Check every line below, and copy those that include "setLineDash".
========================================
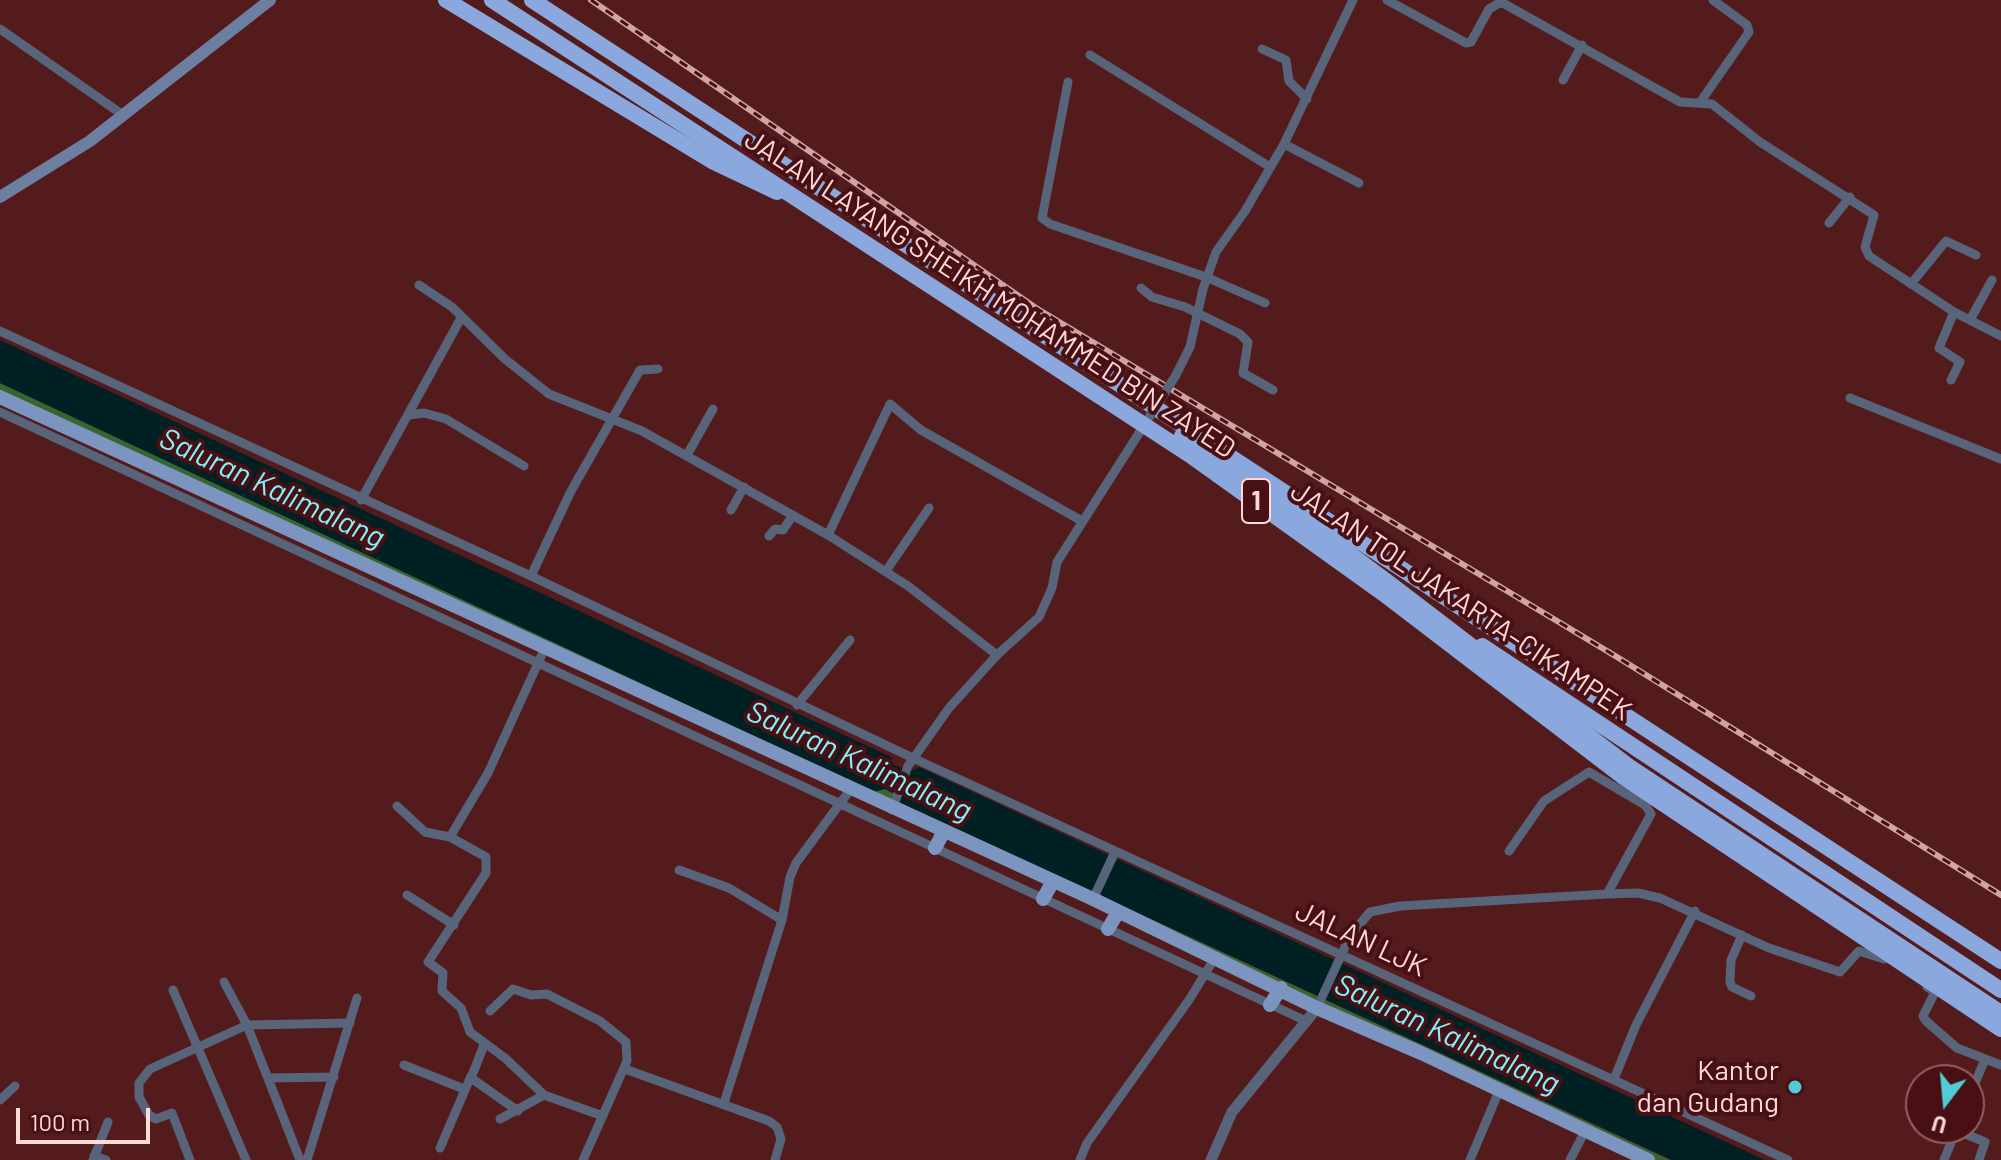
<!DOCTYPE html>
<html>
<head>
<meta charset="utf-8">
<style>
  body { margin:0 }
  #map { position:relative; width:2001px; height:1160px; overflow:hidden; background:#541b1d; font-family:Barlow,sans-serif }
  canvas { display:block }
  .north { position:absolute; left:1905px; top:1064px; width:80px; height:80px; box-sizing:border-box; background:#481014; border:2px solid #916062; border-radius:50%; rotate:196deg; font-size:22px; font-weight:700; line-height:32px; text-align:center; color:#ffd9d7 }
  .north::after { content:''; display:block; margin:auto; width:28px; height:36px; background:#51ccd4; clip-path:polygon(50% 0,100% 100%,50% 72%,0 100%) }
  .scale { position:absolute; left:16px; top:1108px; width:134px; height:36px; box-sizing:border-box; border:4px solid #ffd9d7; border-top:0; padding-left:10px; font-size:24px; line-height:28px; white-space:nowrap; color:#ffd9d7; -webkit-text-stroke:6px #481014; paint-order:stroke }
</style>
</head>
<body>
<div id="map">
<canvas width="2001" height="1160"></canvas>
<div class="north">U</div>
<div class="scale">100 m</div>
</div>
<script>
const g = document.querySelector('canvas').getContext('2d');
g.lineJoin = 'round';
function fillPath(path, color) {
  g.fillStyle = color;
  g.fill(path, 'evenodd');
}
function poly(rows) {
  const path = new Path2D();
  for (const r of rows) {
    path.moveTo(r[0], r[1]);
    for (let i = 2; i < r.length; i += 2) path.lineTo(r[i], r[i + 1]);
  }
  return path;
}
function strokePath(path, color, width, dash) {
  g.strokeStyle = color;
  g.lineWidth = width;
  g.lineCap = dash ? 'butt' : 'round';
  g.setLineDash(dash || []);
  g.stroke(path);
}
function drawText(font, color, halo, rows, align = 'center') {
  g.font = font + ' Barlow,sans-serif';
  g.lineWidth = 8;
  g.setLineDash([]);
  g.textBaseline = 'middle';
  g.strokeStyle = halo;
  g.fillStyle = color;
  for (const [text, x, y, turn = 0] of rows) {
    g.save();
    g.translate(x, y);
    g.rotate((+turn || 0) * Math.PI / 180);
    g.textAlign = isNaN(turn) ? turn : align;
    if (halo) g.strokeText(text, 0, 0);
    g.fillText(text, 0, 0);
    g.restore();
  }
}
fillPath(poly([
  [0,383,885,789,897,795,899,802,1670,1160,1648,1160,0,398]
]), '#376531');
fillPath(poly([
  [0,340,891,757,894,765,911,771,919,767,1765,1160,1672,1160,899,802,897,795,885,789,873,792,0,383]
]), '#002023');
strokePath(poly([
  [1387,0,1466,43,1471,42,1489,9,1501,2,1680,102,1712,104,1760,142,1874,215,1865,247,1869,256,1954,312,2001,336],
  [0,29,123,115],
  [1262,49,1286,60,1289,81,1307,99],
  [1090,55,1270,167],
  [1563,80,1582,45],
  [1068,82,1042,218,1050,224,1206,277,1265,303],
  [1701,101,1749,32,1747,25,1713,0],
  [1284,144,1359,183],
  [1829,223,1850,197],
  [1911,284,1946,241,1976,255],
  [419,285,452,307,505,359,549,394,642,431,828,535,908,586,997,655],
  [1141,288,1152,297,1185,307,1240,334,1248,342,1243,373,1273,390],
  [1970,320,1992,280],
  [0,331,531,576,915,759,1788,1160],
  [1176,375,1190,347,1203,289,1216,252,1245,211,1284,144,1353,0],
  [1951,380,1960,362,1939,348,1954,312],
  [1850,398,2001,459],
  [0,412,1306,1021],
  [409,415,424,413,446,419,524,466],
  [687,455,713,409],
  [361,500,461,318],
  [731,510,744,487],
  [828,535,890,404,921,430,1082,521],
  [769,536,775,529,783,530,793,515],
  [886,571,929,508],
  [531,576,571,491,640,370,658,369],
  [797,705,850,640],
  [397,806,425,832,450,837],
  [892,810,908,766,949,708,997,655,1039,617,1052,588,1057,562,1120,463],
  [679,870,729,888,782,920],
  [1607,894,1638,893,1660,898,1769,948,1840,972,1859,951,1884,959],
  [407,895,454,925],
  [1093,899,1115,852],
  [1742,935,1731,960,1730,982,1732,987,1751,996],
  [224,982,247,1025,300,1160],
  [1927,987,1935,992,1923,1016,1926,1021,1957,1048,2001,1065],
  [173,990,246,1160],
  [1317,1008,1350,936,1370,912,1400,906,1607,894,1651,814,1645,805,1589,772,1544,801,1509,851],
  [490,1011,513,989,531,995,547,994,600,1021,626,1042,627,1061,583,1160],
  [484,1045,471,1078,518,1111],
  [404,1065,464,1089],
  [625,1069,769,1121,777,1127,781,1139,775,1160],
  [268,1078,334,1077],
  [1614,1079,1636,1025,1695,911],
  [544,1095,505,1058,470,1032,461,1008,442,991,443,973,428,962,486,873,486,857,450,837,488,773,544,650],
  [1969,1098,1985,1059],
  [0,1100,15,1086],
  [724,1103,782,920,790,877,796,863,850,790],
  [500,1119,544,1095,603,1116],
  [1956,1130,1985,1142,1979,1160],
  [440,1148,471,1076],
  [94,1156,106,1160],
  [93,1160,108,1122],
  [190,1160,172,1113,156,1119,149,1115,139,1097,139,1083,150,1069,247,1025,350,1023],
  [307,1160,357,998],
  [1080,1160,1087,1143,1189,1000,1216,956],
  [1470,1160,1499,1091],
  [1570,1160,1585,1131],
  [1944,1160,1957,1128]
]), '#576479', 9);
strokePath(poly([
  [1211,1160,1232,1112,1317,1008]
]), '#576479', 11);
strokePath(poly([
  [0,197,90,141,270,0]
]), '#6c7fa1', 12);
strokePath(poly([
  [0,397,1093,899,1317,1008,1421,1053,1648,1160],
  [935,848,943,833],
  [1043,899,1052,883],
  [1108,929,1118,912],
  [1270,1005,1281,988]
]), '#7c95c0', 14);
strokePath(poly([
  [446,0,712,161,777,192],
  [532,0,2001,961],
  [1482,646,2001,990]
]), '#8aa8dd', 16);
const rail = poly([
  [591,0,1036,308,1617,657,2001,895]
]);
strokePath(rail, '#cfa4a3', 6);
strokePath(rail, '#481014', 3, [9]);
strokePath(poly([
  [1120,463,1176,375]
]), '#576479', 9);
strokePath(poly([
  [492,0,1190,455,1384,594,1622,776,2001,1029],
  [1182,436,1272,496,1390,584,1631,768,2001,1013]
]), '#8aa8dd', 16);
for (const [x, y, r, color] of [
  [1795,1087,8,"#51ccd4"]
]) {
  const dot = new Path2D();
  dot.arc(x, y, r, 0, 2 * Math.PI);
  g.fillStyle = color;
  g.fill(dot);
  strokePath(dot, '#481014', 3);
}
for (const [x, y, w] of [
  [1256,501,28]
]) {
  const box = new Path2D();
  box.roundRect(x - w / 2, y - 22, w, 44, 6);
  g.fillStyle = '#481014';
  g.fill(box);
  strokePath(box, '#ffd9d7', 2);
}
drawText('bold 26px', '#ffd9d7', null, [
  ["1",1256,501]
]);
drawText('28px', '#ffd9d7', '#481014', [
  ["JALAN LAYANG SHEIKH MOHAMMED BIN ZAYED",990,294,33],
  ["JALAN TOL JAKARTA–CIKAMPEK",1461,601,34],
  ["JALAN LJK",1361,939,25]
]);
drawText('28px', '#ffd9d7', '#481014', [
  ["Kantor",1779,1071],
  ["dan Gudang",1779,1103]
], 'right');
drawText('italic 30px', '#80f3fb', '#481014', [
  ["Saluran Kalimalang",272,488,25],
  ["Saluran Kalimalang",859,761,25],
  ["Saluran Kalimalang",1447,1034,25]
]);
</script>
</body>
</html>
========================================
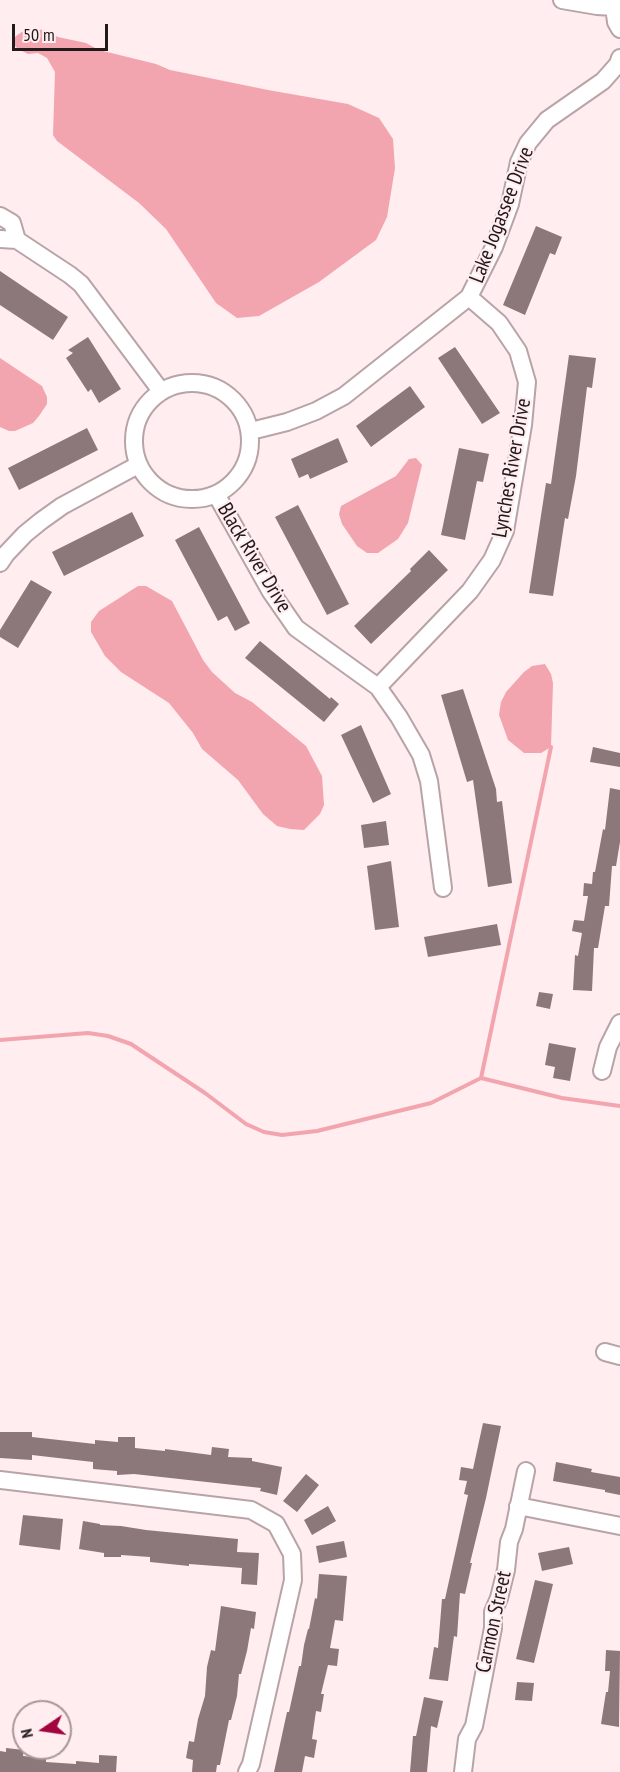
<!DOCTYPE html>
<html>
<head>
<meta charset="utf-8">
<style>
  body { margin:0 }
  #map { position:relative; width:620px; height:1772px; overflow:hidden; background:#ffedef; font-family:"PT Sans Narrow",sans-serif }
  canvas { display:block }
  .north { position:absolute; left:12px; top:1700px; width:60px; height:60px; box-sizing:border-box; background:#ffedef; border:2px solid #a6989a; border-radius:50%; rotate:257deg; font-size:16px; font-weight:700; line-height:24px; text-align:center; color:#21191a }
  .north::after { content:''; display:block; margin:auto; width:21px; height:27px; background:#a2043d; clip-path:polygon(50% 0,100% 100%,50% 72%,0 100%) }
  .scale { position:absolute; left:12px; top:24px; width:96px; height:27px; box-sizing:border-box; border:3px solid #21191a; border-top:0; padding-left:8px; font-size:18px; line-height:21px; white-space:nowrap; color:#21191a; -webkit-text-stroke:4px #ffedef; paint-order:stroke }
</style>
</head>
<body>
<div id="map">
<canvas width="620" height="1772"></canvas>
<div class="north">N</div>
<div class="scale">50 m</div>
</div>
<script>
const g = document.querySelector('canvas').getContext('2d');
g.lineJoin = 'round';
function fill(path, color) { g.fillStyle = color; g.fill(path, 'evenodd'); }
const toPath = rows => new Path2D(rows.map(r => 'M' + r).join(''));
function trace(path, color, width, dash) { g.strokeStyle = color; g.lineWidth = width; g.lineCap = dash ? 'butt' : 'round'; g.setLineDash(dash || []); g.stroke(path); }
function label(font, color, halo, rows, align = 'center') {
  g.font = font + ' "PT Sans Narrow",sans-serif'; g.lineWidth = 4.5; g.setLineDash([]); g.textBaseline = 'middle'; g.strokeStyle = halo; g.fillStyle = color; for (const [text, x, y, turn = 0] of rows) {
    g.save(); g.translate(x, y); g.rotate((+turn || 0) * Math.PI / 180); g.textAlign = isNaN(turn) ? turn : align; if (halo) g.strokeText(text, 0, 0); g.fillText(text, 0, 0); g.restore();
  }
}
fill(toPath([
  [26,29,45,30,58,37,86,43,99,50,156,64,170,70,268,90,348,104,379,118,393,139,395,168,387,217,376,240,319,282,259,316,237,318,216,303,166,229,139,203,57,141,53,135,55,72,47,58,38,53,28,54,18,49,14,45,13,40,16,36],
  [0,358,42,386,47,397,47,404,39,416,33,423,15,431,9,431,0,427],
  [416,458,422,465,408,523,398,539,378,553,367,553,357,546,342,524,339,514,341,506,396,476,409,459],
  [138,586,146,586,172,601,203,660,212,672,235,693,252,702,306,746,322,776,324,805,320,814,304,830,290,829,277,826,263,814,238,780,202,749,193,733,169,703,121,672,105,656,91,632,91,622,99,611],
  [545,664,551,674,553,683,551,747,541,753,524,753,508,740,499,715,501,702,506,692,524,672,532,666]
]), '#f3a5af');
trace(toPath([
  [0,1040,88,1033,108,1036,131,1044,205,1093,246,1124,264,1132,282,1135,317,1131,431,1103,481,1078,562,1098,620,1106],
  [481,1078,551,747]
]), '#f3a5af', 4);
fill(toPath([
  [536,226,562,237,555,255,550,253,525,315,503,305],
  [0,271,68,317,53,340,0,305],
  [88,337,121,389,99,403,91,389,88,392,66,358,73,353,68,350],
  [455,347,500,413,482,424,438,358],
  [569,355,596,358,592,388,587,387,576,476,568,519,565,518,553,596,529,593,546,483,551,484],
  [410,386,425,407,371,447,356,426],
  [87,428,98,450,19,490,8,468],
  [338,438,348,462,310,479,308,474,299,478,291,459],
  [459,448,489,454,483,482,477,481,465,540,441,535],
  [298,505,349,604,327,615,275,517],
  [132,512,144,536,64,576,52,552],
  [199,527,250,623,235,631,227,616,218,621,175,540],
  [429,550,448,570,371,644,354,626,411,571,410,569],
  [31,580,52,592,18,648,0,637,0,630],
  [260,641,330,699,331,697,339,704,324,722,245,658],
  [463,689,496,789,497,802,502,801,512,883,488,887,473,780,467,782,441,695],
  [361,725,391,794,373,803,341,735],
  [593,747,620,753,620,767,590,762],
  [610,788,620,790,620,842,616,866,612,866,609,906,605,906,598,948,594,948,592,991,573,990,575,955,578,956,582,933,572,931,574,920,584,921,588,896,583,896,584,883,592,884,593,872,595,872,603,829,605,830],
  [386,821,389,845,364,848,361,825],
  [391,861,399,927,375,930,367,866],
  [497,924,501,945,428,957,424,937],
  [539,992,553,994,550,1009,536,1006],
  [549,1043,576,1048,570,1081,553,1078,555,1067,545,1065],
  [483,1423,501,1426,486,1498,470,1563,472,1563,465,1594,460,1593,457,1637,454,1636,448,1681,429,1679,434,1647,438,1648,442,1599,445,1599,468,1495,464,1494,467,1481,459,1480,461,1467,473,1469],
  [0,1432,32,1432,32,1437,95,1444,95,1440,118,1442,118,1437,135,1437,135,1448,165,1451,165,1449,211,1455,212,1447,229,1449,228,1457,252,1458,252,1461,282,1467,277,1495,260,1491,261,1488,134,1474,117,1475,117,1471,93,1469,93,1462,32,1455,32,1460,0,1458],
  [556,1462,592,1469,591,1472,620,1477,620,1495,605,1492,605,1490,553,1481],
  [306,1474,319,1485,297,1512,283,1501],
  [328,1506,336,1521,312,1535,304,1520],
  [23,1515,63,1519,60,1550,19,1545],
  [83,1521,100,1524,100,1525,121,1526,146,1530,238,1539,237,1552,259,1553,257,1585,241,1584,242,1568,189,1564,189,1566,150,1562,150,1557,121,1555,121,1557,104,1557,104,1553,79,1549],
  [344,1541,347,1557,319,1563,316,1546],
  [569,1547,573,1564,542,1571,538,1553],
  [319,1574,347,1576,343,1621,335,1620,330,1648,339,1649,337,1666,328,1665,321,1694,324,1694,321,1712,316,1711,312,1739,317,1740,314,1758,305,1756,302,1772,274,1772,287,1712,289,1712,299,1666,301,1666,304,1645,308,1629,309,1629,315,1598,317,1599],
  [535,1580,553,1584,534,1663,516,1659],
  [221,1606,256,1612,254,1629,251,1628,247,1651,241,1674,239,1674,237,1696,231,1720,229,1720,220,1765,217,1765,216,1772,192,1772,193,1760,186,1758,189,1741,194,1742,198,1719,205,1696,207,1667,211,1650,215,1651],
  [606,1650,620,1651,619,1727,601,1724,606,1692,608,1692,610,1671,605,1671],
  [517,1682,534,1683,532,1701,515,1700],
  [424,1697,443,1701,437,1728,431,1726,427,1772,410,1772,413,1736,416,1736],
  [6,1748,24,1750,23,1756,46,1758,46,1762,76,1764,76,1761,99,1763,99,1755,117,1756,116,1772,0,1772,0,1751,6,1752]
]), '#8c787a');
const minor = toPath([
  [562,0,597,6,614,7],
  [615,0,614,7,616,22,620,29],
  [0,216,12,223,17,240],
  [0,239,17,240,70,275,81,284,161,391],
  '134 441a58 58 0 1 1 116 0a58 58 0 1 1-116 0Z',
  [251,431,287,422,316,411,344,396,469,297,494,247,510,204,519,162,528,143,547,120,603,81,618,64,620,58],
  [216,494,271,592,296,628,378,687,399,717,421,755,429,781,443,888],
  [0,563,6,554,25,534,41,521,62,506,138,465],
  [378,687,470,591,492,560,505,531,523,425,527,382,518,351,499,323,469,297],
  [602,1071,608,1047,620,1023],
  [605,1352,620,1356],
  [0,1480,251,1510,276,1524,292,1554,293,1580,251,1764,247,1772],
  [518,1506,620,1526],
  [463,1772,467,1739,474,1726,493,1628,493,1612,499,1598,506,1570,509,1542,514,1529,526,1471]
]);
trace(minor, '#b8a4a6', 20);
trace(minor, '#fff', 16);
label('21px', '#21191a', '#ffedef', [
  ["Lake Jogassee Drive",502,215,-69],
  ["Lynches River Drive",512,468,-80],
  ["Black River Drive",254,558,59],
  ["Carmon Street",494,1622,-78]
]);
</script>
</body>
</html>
========================================
RESPONSE FOR THIS EXERCISE:
  g.setLineDash(dash || []);
  g.setLineDash([]);
function trace(path, color, width, dash) { g.strokeStyle = color; g.lineWidth = width; g.lineCap = dash ? 'butt' : 'round'; g.setLineDash(dash || []); g.stroke(path); }
  g.font = font + ' "PT Sans Narrow",sans-serif'; g.lineWidth = 4.5; g.setLineDash([]); g.textBaseline = 'middle'; g.strokeStyle = halo; g.fillStyle = color; for (const [text, x, y, turn = 0] of rows) {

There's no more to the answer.